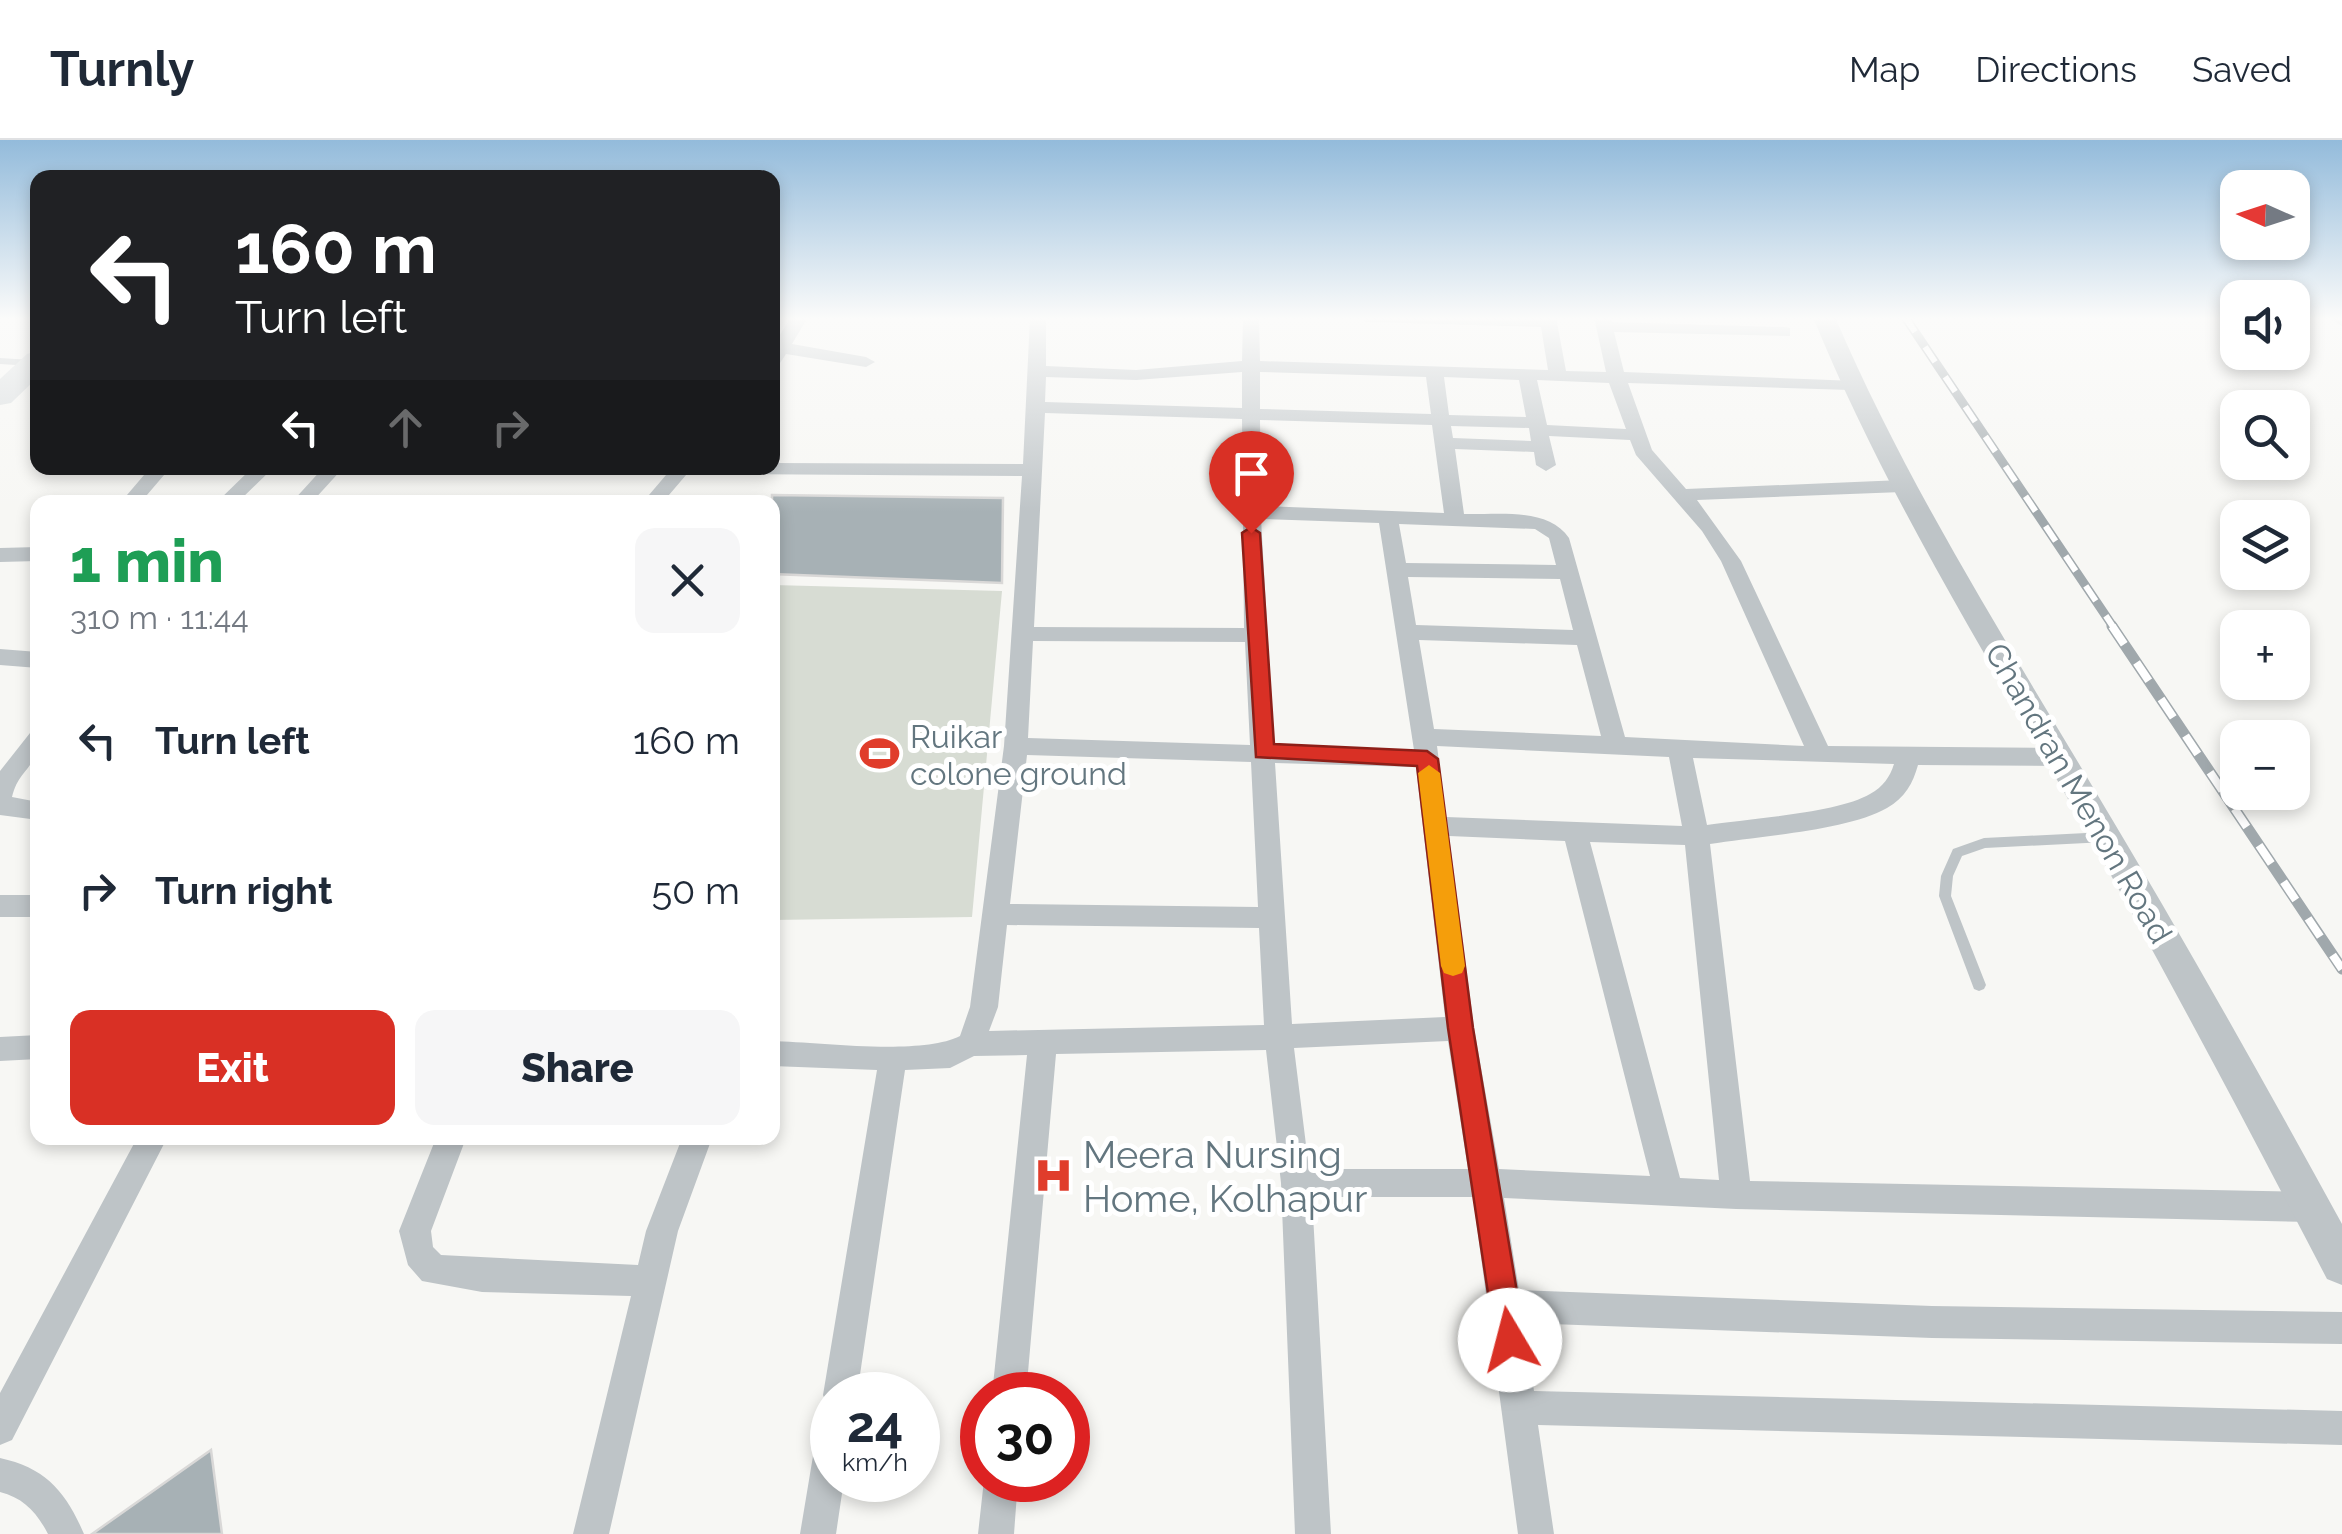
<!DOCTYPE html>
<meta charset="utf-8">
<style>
body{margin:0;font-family:Raleway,sans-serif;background:#f6f6f7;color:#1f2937;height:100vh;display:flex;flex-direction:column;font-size:38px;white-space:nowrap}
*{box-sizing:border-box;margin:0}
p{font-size:32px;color:#747a83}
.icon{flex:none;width:55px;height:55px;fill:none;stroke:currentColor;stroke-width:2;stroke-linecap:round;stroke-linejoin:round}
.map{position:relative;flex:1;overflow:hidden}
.panel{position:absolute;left:30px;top:355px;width:750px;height:650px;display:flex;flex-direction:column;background:#fff;border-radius:20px;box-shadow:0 5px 15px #0003}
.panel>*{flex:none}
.top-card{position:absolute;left:30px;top:30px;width:750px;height:305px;border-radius:20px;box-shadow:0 5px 15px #0003;background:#202124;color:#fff;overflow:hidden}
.needle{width:65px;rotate:273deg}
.buttons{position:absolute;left:2220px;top:30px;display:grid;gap:20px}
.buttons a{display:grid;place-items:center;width:90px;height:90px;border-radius:20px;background:#fff;box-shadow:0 5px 15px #0003;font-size:50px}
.speed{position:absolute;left:810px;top:1232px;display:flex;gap:20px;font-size:50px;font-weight:700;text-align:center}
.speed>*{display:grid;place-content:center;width:130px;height:130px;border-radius:50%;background:#fff;box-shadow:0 5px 15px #0003;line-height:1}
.speed small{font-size:25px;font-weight:400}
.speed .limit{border:15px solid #d22;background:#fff;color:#111}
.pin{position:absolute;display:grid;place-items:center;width:85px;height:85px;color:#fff;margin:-102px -42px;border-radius:50% 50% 50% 0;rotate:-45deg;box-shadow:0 0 10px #0007}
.pin .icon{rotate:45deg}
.me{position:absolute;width:110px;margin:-55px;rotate:352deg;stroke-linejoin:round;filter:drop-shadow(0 0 8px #0008)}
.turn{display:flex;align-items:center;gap:35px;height:210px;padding:0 40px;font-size:45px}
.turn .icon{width:130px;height:130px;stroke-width:2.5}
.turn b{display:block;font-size:70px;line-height:85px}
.lanes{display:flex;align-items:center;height:95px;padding:0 40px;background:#0003;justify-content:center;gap:50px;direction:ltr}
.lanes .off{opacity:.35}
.round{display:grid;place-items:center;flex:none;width:105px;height:105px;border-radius:20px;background:#f6f6f7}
.overview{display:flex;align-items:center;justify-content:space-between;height:170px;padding:0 40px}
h1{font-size:60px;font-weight:800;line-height:75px;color:#1e9e55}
.primary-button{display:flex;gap:20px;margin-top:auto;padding:20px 40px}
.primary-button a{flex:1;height:115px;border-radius:20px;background:#d93025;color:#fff;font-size:40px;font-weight:800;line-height:115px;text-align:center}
.primary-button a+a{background:#f6f6f7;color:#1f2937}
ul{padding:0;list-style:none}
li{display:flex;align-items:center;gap:30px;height:150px;padding:0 40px}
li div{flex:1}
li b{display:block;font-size:38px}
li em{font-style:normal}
header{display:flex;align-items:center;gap:60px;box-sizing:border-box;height:140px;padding:0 50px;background:#fff;border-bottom:2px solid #e0e1e3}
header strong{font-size:48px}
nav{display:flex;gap:55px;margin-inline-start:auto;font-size:35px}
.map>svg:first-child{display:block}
</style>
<header>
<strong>Turnly</strong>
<nav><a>Map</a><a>Directions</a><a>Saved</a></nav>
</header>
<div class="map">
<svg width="2342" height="1394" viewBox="0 0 2342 1394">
<rect width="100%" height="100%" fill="#f7f7f4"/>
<path fill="#d7dcd3" d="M773,445L1002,451L972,777L773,780Z"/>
<path fill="#a7b1b5" stroke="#d9d8d7" stroke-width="2.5" d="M772,355L1003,358L1002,443L772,434Z
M211,1310L222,1394H92Z"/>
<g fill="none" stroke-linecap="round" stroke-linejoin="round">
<path fill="#bec4c7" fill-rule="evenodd" d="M0,218L32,220L36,223L32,226L0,224Z
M2106,692L2110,694L2112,697L2110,700L2106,702L1985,708L1962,716L1953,736L1951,756L1986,845L1984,849L1979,851L1974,849L1939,756L1941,736L1953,709L1984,698Z"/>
<path fill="#bec4c7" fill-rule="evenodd" d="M791,177H808L792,204L866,217L875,222L866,227L786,214L780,223L772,224V201H776Z
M1030,177H1046V226L1136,230L1242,221L1243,177H1259L1260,221L1548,230L1541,187L1366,182L1358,177H1556L1566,231L1606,232L1594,177H1610L1612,182L1784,187L1790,188V196L1614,192L1624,232L1856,241V249L1850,250L1628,243L1652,310L1686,349L1902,340L1912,346L1902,352L1697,360L1741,421L1828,606L2060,608L2072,617L2060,626L1918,625C1913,643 1905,658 1887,668C1847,691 1758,696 1710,704L1750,1041L2311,1052L2322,1057L2326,1067L2322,1077L2311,1082L1736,1069L1504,1058L1519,1150L1932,1166L2342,1172V1204L1932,1198L1524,1183L1534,1251L2342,1271V1305L1538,1285L1554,1394H1518L1473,1057H1312L1331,1394H1295L1281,1043L1266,910L1056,914L1026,1255H992L1027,915L974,916L950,928L905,930L857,1255H832V1269L828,1267L823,1255L877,930L772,926V901C819,902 921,916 960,896L970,867L1004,606L1022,336L704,334L694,328H772V323L1023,324ZM1242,232V268L1045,262L1046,237L1136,240ZM1260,232L1426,237L1431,274L1260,269ZM1444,237L1519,240L1526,277L1449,275ZM1537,240L1609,243L1626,289L1547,285ZM1045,273L1242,279L1244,488L1034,487ZM1260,280L1432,285L1444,373L1261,366ZM1451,286L1529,288L1531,301L1453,298ZM1549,296L1630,300L1636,315L1702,391L1721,421L1804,606L1625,597L1569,398C1548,367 1498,375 1464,374L1455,309L1534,312L1536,325L1546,331L1556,325ZM1261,379L1379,383L1414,610L1274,605ZM1399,384L1535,389L1549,398L1556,425L1406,423ZM1408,437L1560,439L1573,490L1416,485ZM1419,500L1577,505L1601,596L1434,589ZM1033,501L1245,502L1250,605L1028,598ZM1437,606L1669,617L1682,686L1446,677ZM1027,615L1251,622L1258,767L1010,764ZM1693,618L1894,624C1890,637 1883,647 1870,654C1838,673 1747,679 1707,685ZM1275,623L1416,627L1445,877L1292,884ZM1449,696L1565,701L1650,1036L1499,1029L1474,888ZM1590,702L1685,705L1719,1040L1680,1038ZM1007,785L1259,788L1264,885L989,891L998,867ZM1448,901L1468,1029H1309L1294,908Z
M2327,177H2342V186Z
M150,328H170L141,362H121Z
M252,328H273L238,362H217Z
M323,328H343L312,362H292Z
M672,328H692L663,362H643Z
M38,407V421L0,422V408Z
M0,509L38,512V528L0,525Z
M38,591C38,633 20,625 12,657L38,662V680L0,675V631L30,593Z
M0,755H38V777H0Z
M38,895V919L0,921V897Z
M137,998H167L12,1300L0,1305V1253Z
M436,998H466L431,1091L433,1107L441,1115L638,1125L646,1091L682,998H712L678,1091L609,1394H573L631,1156L482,1152L422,1141L408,1125L399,1091Z
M832,1287V1340H844L836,1394H800L815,1304L820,1292Z
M0,1318C46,1328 66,1352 84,1394H48C37,1373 24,1358 0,1352Z
M984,1340H1018L1014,1394H978Z"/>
<path fill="#bec4c7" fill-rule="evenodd" d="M1813,177H1835C1906,343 2002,494 2094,649C2180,792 2262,938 2342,1084V1145L2327,1139C2242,976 2156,813 2064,652C1975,496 1881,344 1813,177Z"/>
<path fill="#d4d9db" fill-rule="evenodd" d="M38,211V237L11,263L0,265V239L27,214Z"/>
<defs>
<path id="rail-far1" d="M1905,177L2114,488"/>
<path id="rail" d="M2112,486L2342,829"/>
</defs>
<use href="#rail-far1" stroke="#a0a8ac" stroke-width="9"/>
<use href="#rail" stroke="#a0a8ac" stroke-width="11"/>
<use href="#rail-far1" stroke="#fff" stroke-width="6" stroke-dasharray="18" stroke-linecap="butt"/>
<use href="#rail" stroke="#fff" stroke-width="8" stroke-dasharray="22" stroke-linecap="butt"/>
</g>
<linearGradient id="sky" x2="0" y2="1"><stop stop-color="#93bbdb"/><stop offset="0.48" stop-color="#fbfbfa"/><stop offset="1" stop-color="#fbfbfa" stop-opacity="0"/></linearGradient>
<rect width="2342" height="372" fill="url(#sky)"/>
<path fill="#d93025" stroke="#8d1f18" stroke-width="2.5" d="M1251,387L1260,393L1274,604L1427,611L1438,619L1473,888L1525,1200L1521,1210L1510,1215L1499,1210L1495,1200L1448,888L1417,626L1256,617L1242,393Z"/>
<path fill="#f59e0b" d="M1429,625L1440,633L1465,826L1462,833L1453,836L1444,833L1441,826L1418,633Z"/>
<defs>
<symbol id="stadium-bare" viewBox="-9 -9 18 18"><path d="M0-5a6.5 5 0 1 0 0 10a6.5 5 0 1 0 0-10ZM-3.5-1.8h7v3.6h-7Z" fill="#e03d2b" stroke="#fff" stroke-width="2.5" paint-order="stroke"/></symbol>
<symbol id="hospital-bare" viewBox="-9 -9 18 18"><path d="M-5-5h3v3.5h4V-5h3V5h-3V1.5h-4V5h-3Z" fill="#e03d2b" stroke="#fff" stroke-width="2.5" paint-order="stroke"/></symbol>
</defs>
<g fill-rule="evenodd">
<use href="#stadium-bare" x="852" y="586" width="55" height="55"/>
<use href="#hospital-bare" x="1026" y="1008" width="55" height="55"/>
</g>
<g text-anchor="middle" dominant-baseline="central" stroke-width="10" stroke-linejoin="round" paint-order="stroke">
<g font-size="32" fill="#63767f" stroke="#fff" text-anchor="start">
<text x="910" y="596">Ruikar<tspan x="910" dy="37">colone ground</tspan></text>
</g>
<g font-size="32" fill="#63767f" stroke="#fff">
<text transform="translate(2079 653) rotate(60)">Chandran Menon Road</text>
</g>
<g font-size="38" fill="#63767f" stroke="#fff" text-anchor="start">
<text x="1083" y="1014">Meera Nursing<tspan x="1083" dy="44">Home, Kolhapur</tspan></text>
</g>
</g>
</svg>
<div class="buttons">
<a><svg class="needle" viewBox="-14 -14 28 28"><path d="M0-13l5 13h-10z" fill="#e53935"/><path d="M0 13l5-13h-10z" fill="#747a83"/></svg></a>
<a><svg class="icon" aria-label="sound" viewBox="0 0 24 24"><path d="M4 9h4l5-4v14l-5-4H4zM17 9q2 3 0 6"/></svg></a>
<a><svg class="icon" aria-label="search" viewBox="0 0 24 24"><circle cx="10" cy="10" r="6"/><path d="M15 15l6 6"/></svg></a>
<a><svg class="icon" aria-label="layers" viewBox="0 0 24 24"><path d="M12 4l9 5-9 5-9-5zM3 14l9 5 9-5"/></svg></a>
<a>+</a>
<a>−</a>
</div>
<div class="speed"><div>24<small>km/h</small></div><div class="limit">30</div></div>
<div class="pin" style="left:1251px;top:393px;background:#d93025"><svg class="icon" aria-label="arrive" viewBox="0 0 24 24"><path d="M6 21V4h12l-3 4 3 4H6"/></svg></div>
<svg class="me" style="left:1510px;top:1200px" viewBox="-20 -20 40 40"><circle r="19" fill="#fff"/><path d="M0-13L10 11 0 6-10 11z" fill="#d93025"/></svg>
<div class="top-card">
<div class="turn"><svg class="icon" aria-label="left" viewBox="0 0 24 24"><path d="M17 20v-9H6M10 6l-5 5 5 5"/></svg><div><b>160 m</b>Turn left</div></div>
<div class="lanes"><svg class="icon" aria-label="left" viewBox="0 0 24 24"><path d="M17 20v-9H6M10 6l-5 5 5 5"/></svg><svg class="icon off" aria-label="ahead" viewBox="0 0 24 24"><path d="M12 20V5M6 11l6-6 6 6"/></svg><svg class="icon off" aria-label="right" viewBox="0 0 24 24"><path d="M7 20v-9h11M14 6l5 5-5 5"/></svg></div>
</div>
<section class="panel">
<div class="overview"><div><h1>1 min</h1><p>310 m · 11:44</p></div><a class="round"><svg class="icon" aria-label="close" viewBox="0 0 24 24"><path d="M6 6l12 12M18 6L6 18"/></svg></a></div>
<ul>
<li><svg class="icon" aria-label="left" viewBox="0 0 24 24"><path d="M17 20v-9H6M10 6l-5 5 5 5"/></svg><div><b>Turn left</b></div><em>160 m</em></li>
<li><svg class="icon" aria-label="right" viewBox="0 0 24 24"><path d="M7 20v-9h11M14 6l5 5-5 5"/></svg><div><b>Turn right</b></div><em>50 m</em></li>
</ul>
<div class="primary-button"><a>Exit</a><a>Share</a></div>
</section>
</div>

◆ ◆ ◆

* [Exercise description]:
Out of the records, collect only those lines that contain the string "absolute".

* [Written response]:
.panel{position:absolute;left:30px;top:355px;width:750px;height:650px;display:flex;flex-direction:column;background:#fff;border-radius:20px;box-shadow:0 5px 15px #0003}
.top-card{position:absolute;left:30px;top:30px;width:750px;height:305px;border-radius:20px;box-shadow:0 5px 15px #0003;background:#202124;color:#fff;overflow:hidden}
.buttons{position:absolute;left:2220px;top:30px;display:grid;gap:20px}
.speed{position:absolute;left:810px;top:1232px;display:flex;gap:20px;font-size:50px;font-weight:700;text-align:center}
.pin{position:absolute;display:grid;place-items:center;width:85px;height:85px;color:#fff;margin:-102px -42px;border-radius:50% 50% 50% 0;rotate:-45deg;box-shadow:0 0 10px #0007}
.me{position:absolute;width:110px;margin:-55px;rotate:352deg;stroke-linejoin:round;filter:drop-shadow(0 0 8px #0008)}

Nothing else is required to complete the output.